Ed in quell’attimo prese una penna e scrisse in stampatello su un foglio sulla scrivania: ‘DITECI CHE COSA E’ SUCCESSO, COSA CI SUCCEDERA’: siamo nel 1988, 28 Novembre. Ore 23. RISPONDETECI.’
“ Rispondeteci?” rilesse Goldinucci.
“ Già. Adesso chiuderemo questo foglio nella nostra cassaforte. Forse ci succederà qualcosa, non voglio immaginare cosa, o come… ma per qualche motivo noi non verremo indietro, non lo stiamo facendo e di certo se ci fosse possibile  l’avremmo già fatto, ancora prima di pensarlo in questo attimo, o cinque minuti fa. I nostri dubbi dovevano svanire. Forse è come dici tu Kittle, ci faranno del male, non so. Forse per qualche ovvia ragione non possiamo tornare indietro, né io ne voi. Ma qualcuno deve pur leggere questo messaggio, nella marea del tempo. Giorni, mesi, anni o secoli da oggi. La cassaforte rimarrà, e ovviamente prima o poi sarà aperta. Prima o poi. Una cassaforte non può rimanere in eterno chiusa, e qualcuno deve pur mettersi in contatto.”

“ Non l’hanno ancora fatto. Nessuno di noi.”
“ No. Ma potrebbe succedere a istanti. Qualunque attimo di quest’ora qualcuno deve venire. Qualcuno risponderà.”

Curt si alzo di scatto, aprì la cassaforte dopo averne svuotato tutto il contenuto, poggiò il foglio delicatamente, e la chiuse con cura.

“ Potremmo morire per qualche assurdo motivo…” farfugliò Goldinucci: “ Un corto circuito, tutto il grattacielo in cenere, e con noi tutti i dati del progetto, tutto il database…”
“ No, no.” intervenne Hermes: “ come ci siamo riusciti noi, prima o poi qualcuno riuscirà a ricreare le formule, nell’arco del tempo, dell’essere, qualcuno per fortuna o per scienza, creerà la Macchina del Tempo. Se non la nostra, ci saranno altre ere, altre realtà. Abbiamo creato la macchina del tempo, un biglietto come il nostre farebbe scalpore, così tanto scalpore, considerando la nostra reputazione. Qualcuno saprà, qualcuno se ne accorgerà, qualcuno per giocio, per sfizio, per curiosità nel futuro ripenserà… qualcuno tornerà indietro.”

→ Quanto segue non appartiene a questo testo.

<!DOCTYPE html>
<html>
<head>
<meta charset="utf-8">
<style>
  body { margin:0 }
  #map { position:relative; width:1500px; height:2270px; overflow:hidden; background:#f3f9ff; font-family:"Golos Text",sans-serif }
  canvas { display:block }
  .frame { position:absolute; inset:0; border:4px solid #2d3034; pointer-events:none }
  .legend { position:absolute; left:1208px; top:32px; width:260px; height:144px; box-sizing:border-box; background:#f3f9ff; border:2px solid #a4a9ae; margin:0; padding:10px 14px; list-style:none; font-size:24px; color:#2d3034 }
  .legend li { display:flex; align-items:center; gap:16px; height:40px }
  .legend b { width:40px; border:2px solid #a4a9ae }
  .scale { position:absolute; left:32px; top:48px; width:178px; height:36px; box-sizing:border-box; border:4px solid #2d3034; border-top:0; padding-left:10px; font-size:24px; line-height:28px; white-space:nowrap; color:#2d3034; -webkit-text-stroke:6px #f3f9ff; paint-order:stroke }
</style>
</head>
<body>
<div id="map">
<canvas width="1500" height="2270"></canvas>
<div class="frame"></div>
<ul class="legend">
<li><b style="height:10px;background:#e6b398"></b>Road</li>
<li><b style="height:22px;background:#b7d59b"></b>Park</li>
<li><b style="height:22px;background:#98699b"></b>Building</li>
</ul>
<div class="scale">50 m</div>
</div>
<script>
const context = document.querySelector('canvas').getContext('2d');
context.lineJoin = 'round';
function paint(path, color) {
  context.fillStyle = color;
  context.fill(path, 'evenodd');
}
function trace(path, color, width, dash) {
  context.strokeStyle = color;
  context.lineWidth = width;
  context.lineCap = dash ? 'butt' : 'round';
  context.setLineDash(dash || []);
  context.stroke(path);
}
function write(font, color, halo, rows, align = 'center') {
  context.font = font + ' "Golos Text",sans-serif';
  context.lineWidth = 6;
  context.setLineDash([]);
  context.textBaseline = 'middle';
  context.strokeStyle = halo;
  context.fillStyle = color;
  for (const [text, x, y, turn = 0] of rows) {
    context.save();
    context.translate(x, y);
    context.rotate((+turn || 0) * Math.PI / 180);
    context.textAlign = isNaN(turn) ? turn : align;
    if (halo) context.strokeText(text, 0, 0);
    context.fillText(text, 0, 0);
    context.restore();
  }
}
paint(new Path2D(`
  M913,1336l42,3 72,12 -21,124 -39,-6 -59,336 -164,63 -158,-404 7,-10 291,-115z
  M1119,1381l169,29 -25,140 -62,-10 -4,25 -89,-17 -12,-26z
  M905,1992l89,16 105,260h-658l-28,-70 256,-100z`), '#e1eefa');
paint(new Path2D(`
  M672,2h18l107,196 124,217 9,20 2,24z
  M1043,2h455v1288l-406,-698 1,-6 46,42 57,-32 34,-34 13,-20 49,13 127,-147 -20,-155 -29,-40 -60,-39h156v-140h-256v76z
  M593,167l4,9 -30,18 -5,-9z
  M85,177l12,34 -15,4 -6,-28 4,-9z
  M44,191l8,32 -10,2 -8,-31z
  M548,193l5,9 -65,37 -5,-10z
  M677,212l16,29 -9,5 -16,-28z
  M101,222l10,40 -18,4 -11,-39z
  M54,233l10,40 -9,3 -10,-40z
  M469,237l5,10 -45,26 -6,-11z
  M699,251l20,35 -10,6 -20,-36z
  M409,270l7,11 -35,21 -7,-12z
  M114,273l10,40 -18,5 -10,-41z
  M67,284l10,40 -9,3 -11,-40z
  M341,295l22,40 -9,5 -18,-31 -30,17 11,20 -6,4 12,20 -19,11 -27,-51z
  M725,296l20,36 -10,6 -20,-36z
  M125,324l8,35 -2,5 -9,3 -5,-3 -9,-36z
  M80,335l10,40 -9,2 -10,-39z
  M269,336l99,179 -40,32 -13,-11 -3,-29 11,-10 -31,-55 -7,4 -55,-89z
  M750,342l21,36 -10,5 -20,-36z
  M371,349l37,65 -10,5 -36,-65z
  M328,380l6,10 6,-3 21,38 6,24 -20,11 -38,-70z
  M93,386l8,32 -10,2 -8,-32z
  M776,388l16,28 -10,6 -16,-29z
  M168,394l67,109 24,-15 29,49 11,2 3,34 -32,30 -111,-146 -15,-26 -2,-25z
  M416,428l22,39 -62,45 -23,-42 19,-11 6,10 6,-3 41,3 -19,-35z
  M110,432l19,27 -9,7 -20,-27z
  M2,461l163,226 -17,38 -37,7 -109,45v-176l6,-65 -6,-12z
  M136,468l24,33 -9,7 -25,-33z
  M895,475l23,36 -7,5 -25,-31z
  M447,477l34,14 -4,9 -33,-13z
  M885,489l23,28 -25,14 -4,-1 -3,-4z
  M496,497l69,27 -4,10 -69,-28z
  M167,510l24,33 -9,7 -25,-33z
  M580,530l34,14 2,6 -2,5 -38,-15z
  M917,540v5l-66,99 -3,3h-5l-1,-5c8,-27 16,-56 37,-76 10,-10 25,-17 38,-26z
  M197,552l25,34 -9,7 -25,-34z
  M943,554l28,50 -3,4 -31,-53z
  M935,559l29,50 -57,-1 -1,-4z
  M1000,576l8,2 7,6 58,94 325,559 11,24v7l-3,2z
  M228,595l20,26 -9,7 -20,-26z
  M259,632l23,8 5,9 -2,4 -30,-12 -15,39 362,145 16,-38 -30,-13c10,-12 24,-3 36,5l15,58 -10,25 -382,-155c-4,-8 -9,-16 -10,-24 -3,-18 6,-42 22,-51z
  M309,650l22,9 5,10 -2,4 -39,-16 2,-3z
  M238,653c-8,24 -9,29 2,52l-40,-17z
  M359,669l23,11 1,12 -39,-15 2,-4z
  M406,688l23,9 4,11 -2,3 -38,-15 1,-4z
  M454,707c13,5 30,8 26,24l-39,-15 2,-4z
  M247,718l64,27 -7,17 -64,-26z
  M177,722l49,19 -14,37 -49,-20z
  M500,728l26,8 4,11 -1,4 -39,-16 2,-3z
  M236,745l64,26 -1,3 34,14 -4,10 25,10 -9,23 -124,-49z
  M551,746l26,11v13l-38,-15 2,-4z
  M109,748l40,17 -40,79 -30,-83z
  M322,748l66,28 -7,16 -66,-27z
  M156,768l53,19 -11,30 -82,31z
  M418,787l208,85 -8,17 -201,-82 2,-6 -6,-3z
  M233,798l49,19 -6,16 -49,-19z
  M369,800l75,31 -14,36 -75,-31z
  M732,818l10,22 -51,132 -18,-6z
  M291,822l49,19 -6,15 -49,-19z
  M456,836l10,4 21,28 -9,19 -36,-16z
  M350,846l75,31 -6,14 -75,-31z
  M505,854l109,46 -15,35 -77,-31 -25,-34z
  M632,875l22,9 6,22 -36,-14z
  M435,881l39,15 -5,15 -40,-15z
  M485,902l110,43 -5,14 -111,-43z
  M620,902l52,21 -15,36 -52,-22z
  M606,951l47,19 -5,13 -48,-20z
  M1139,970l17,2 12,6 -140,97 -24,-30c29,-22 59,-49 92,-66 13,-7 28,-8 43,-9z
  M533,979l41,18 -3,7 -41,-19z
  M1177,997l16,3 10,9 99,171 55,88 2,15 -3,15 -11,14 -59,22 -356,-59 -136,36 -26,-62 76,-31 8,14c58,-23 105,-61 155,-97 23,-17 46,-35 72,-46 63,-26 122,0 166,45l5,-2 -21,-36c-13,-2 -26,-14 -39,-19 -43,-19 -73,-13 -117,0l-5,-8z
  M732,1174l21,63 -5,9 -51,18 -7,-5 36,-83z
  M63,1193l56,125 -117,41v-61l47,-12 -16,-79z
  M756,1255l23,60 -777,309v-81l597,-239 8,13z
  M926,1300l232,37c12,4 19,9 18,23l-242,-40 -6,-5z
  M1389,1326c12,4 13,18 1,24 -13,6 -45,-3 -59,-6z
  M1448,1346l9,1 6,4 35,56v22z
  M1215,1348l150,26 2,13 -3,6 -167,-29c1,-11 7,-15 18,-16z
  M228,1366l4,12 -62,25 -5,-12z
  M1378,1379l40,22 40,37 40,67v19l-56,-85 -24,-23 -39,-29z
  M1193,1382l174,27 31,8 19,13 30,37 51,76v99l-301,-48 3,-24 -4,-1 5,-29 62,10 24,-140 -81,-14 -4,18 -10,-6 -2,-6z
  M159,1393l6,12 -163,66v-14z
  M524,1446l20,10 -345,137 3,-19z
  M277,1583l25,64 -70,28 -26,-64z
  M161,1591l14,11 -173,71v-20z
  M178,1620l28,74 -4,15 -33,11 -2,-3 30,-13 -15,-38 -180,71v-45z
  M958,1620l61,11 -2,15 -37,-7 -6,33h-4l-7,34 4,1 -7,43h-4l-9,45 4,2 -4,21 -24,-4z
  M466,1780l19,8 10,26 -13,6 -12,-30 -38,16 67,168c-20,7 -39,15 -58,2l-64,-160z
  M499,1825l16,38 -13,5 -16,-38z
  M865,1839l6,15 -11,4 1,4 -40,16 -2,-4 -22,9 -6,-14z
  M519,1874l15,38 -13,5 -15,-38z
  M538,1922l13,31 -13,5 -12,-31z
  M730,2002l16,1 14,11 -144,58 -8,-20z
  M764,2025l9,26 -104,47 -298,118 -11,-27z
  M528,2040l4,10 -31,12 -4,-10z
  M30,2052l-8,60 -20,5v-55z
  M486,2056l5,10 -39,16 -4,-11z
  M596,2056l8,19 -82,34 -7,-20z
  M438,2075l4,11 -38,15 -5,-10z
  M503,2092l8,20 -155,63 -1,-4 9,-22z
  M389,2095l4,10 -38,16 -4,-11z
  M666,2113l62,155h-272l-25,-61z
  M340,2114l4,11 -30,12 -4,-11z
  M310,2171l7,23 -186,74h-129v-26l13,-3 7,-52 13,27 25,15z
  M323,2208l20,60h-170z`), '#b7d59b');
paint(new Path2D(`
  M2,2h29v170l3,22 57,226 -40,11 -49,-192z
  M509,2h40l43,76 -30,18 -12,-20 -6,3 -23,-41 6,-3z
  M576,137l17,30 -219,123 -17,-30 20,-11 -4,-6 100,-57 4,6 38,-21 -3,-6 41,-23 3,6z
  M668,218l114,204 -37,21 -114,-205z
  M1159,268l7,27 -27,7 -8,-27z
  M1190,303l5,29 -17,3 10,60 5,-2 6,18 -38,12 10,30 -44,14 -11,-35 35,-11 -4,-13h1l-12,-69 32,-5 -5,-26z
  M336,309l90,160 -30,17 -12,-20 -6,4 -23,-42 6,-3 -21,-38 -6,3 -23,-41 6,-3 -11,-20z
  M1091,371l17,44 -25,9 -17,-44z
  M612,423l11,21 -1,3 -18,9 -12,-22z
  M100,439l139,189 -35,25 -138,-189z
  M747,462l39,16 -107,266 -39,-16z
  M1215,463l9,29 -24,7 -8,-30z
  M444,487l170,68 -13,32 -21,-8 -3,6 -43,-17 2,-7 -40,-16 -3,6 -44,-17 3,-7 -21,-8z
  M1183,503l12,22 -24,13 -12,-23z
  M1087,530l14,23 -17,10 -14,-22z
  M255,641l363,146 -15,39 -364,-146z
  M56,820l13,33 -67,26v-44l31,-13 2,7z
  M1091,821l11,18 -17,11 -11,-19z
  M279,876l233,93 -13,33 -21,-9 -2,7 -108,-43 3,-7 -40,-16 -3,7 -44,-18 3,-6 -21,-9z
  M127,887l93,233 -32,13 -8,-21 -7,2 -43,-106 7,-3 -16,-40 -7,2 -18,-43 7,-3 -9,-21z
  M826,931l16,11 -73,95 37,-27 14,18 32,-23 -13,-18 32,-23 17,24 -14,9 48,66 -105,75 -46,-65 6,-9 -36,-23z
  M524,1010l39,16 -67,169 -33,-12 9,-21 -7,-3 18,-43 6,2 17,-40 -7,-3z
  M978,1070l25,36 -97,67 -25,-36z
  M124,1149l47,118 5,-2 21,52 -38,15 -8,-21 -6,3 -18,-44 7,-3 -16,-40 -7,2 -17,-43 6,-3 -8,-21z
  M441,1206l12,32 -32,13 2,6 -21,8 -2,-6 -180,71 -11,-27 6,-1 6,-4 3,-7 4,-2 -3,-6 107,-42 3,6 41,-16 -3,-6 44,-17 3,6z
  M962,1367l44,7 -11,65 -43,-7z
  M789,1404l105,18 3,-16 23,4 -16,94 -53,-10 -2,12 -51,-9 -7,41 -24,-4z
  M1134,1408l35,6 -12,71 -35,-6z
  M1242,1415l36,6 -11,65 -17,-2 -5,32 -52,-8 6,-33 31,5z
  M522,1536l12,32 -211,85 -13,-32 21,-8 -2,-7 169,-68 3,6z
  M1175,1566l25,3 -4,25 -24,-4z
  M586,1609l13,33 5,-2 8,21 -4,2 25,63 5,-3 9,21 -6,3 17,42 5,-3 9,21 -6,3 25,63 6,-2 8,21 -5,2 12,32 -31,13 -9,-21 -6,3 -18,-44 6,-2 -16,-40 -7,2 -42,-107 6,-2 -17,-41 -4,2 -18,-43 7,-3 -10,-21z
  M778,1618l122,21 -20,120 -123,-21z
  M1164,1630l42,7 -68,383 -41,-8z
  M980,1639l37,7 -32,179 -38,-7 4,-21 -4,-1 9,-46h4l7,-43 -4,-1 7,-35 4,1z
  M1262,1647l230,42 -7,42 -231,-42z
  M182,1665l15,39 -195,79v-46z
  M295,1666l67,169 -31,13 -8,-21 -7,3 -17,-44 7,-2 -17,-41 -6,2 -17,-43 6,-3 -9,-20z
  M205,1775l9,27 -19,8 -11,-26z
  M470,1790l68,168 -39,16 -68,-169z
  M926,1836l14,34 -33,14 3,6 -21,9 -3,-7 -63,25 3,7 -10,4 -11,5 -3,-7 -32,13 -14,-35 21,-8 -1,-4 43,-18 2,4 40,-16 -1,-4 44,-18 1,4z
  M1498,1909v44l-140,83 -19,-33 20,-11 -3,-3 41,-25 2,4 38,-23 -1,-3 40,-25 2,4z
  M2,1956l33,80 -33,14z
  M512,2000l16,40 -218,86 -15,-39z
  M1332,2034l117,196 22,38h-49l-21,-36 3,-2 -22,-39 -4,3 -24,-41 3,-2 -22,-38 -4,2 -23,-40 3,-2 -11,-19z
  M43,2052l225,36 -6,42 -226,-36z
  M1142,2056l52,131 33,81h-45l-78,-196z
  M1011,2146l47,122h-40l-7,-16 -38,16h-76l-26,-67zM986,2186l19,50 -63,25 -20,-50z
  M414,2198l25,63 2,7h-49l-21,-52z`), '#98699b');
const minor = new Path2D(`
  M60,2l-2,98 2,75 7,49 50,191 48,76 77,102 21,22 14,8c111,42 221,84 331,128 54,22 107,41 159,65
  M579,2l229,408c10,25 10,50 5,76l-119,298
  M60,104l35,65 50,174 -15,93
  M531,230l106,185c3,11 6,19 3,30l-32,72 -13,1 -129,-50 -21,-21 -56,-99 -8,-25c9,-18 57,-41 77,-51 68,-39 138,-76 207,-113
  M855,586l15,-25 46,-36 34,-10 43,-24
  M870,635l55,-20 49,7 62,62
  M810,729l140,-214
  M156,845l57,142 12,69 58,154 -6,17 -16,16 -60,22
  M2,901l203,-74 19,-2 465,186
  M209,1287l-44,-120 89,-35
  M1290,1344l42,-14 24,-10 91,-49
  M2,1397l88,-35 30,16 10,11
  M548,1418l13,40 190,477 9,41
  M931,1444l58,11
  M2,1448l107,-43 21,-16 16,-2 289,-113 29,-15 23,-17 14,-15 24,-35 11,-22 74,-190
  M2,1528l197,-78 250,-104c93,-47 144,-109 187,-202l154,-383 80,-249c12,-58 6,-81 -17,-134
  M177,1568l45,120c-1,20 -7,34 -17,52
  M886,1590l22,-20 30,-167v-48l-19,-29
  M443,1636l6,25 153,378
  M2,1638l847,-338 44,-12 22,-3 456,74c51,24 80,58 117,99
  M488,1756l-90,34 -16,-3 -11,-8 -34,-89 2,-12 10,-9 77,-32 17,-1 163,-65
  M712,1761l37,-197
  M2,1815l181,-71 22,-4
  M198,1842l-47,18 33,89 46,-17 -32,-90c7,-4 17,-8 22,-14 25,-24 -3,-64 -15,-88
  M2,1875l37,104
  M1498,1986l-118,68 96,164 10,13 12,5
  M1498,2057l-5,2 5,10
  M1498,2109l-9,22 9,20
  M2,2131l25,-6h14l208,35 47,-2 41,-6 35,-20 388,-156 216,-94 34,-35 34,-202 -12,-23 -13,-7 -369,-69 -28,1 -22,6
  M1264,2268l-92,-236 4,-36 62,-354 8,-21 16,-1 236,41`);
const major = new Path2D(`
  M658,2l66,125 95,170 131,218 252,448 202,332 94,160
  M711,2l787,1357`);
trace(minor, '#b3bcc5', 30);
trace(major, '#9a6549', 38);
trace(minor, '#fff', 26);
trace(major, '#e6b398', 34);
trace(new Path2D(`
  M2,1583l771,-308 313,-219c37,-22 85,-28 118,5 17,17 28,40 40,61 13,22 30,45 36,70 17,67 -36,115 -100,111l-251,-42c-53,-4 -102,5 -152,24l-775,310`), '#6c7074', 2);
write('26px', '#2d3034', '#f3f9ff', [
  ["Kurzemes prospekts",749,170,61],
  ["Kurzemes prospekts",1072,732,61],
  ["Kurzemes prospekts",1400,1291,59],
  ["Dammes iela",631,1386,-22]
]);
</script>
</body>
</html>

Eppur non venne nessuno. Passò un’ora intera, passata in silenzio, in nervosismo, in incertezza e sconforto, eppur nessuno rispose. Qualcosa a breve sarebbe accaduto, adesso nella loro mente erano certi, avevano la prova, nessuno dal futuro gli aveva risposto…

“ Dunque non esiste futuro.” disse tenebrosamente Kittle: “ quella macchina, l’Ix.up, cambierà qualcosa, succederà qualcosa, qualcosa di terribile.”
“ No, ci posso esser infinite ragioni, che noi non possiamo comprendere…” intervenne Henty Curt.

“ L’unica certezza che abbiamo, l’unica prova, è di possedere una macchina del tempo che potrà cambiare l’intera umanità, cambiare senso della storia, del vivere, dell’esistere. Abbiamo questo, l’invenzione forse più rivoluzionaria della razza umana, abbiamo questo in mano, e alla vigilia del suo rilascio, qualcosa accadrà, o dovrà accadere, che…”

“ Che?” chiese Goldinucci.
“ Che non possiamo permettere.” concluse Kittle, alzandosi in piedi. I suoi occhi fissavano freddi il loro più ambizioso, più fortunato progetto.
“ Hermes, non vorrai…” sussurrò con voce strozzata Curt.

Ma Kittle non rispose, si avvicinò invece a quel primo ed unico guardiano del tempo di mano umana, la macchina del tempo, oscuro oggetto che nella sua mente avrebbe causato così tanti, misteriosi e incomprensibili mali: anni di ambizioni e dolorosi sforzi, soldi su soldi di ricerca, anni e anni, litigate e capelli bianchi. La fissò, sotto gli occhi inorriditi dei suoi immobili colleghi, la fissò silenzioso, considerando tutti gli sforzi infranti, tutte le ambizioni rastrellate: la fissò come fisserebbe un padre il figlio travolto in un incidente mortale, dove ogni sforzo, ogni passione, ogni ideale, si sfuma dagli occhi in una tenebra di infelice incompletezza. Fissò così quella strana, selvaggia, perfetta, divina, infinita macchina, finché, con uno scatto potente, pieno di disprezzo e odio, pieno di rabbia e delusione, la spinse giù la dal tavolo su cui era appoggiata, frantumandola al suolo.